BEGIN The data

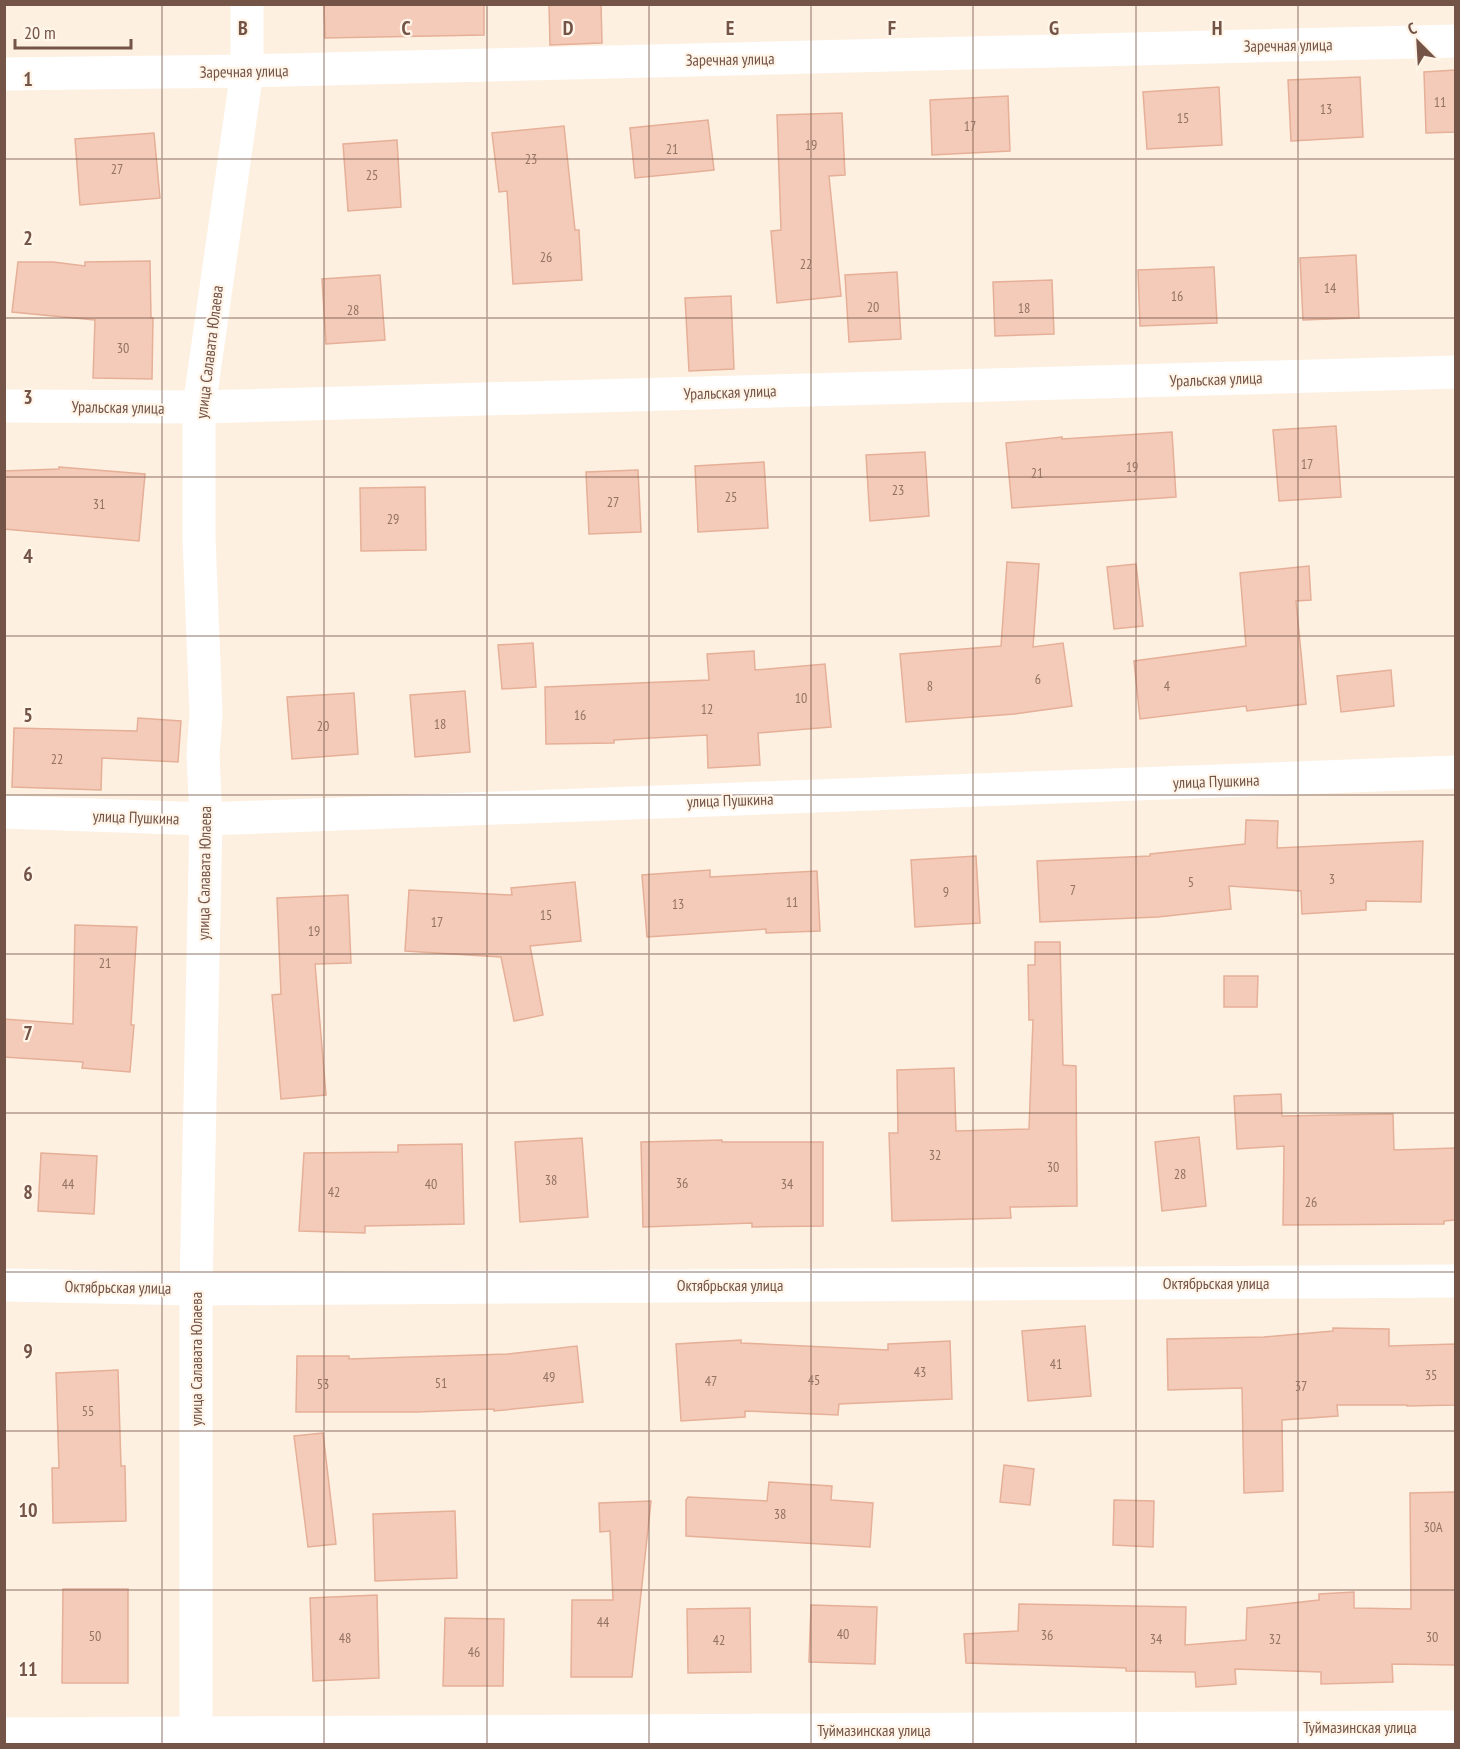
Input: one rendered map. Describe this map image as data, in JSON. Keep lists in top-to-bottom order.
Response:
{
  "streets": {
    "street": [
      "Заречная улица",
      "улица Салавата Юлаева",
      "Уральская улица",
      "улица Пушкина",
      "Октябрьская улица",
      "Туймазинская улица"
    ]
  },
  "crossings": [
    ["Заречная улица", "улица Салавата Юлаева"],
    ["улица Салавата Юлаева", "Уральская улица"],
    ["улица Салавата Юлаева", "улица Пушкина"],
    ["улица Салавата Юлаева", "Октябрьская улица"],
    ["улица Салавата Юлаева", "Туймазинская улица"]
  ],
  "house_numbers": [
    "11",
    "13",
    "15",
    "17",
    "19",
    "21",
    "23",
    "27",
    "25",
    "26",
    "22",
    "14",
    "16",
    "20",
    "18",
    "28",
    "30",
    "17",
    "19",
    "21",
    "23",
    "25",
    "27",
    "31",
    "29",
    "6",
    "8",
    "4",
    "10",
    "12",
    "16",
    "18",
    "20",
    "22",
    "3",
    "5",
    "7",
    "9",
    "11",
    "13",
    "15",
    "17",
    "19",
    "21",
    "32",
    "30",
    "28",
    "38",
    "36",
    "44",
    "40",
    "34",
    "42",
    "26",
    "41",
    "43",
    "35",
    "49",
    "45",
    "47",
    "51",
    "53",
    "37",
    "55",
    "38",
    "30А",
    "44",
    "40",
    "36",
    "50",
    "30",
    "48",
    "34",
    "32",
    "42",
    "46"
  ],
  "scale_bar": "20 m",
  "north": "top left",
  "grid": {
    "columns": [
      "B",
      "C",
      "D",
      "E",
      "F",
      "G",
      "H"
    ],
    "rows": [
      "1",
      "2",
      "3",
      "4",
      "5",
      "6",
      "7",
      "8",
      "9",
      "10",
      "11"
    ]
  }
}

END The data
BEGIN The data

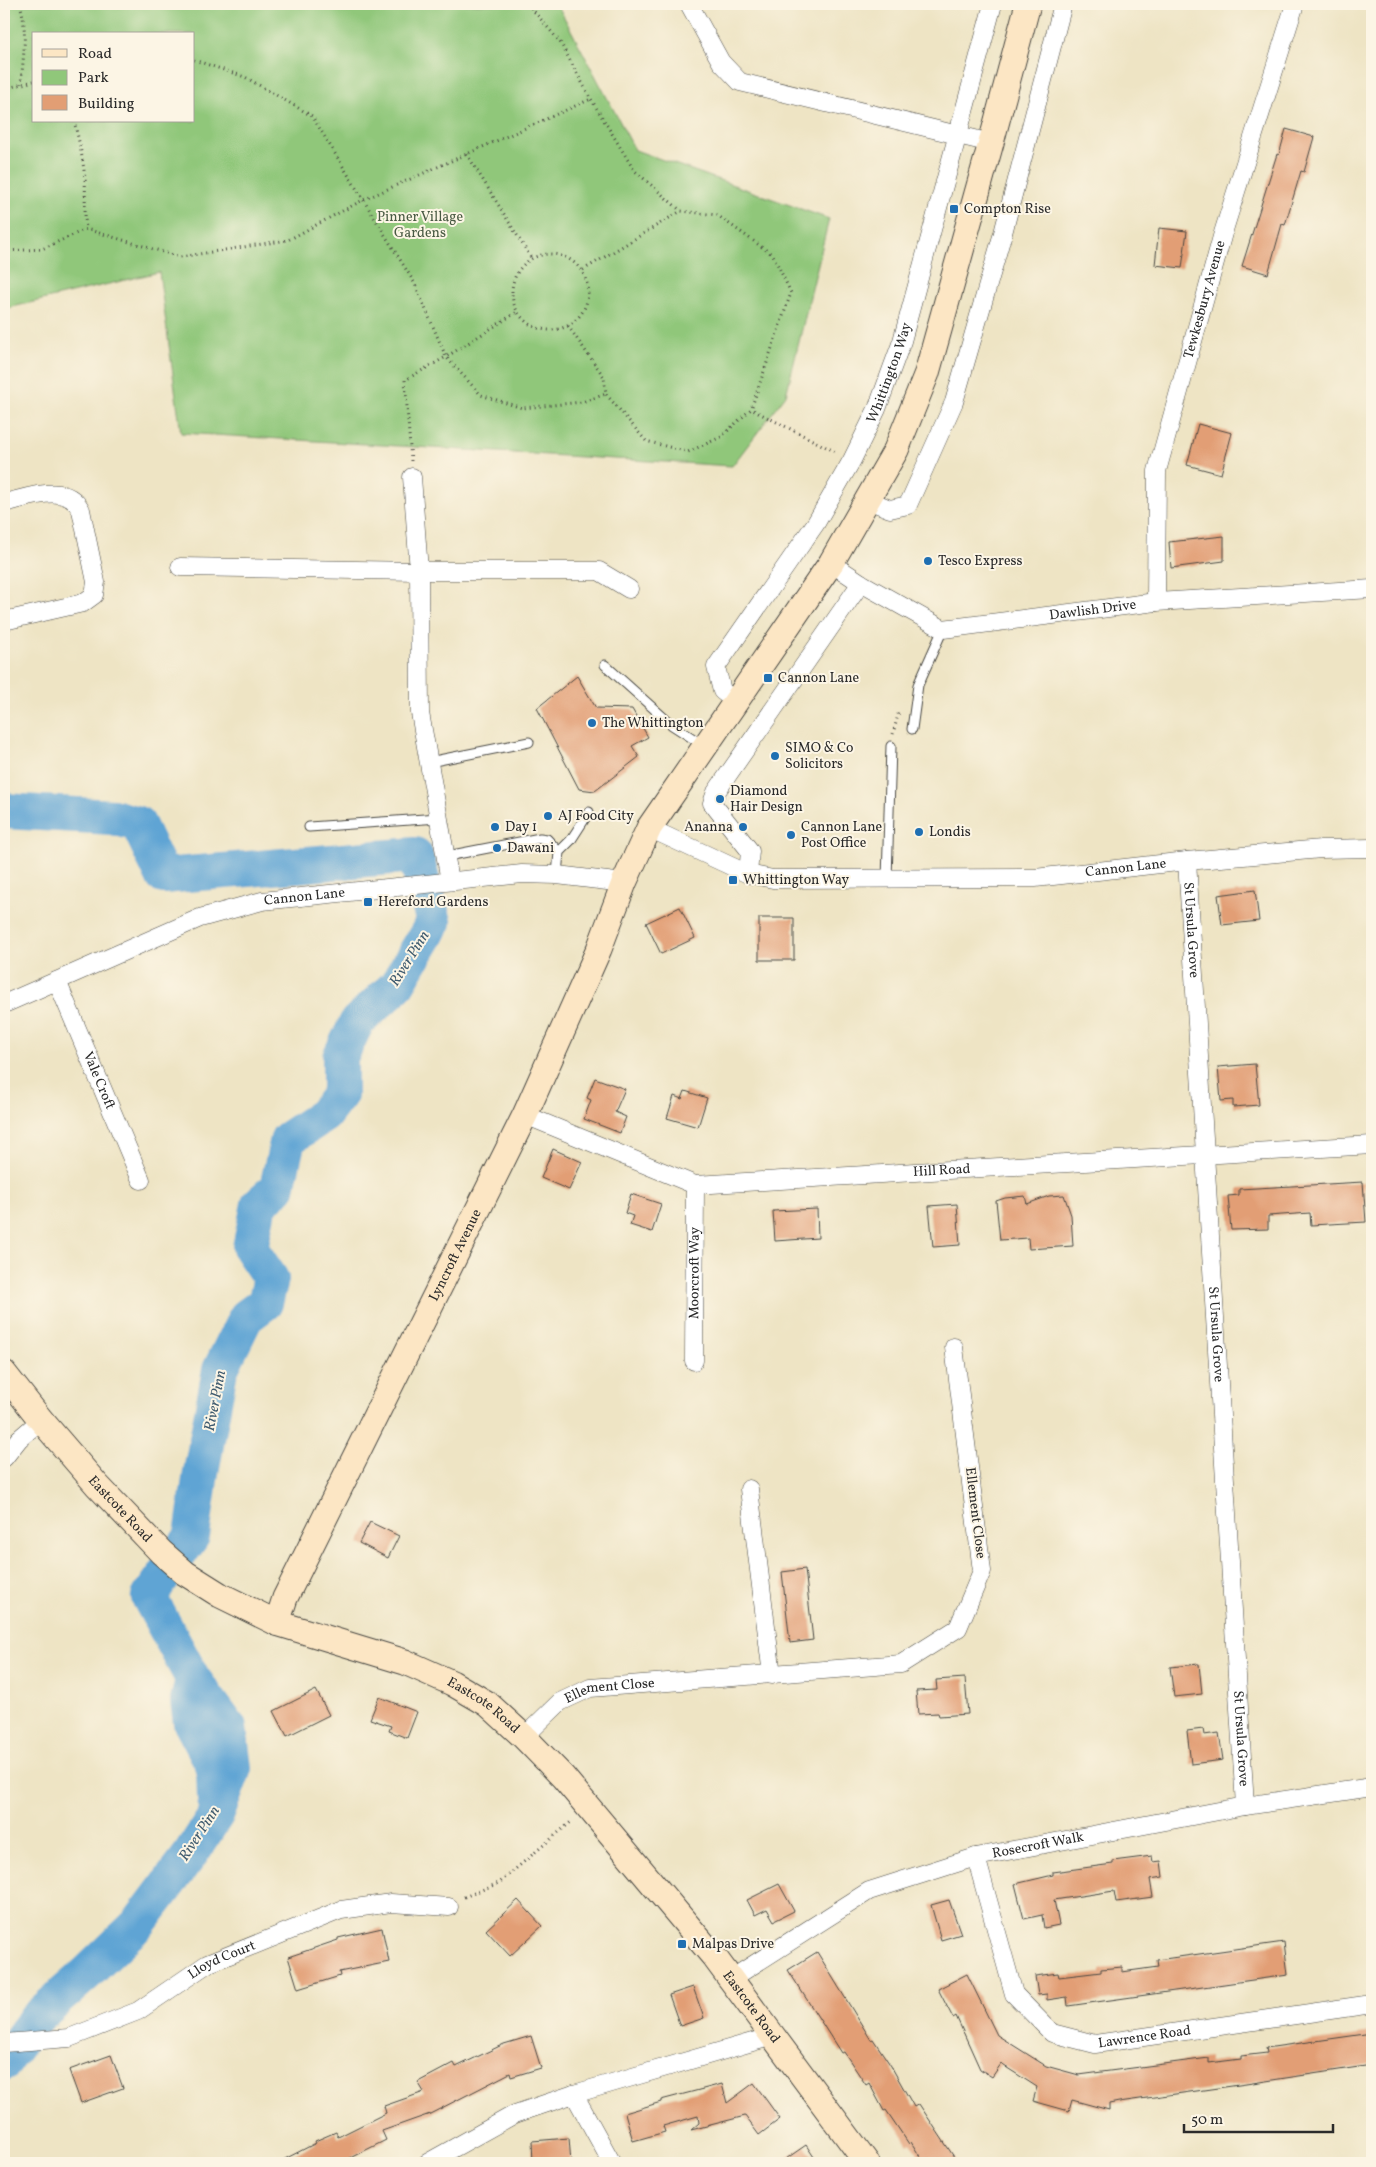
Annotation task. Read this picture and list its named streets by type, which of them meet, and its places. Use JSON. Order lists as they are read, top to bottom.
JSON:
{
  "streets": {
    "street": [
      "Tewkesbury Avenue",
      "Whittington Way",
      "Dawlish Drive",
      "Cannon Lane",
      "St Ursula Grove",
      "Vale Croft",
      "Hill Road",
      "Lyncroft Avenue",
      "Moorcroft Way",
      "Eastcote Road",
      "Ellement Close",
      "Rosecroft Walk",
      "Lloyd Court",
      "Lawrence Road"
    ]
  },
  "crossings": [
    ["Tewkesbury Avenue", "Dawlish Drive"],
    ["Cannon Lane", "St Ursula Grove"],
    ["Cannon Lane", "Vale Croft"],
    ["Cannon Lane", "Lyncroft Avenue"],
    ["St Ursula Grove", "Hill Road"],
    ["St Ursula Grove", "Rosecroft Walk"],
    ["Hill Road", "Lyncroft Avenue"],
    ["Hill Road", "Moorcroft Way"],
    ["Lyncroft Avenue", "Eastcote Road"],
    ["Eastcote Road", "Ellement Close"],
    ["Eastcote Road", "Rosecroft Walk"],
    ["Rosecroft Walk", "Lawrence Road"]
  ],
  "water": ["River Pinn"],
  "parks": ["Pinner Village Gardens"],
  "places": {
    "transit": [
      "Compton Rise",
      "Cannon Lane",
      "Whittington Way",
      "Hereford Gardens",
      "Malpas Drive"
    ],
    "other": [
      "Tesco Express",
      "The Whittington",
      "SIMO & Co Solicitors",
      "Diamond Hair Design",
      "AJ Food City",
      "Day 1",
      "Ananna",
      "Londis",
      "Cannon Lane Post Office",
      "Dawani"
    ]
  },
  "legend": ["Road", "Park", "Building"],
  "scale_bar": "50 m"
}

END The data

◆ Action item:
Report all lines above with "this".

◆ Problem solution:
Input: one rendered map. Describe this map image as data, in JSON. Keep lists in top-to-bottom order.
Annotation task. Read this picture and list its named streets by type, which of them meet, and its places. Use JSON. Order lists as they are read, top to bottom.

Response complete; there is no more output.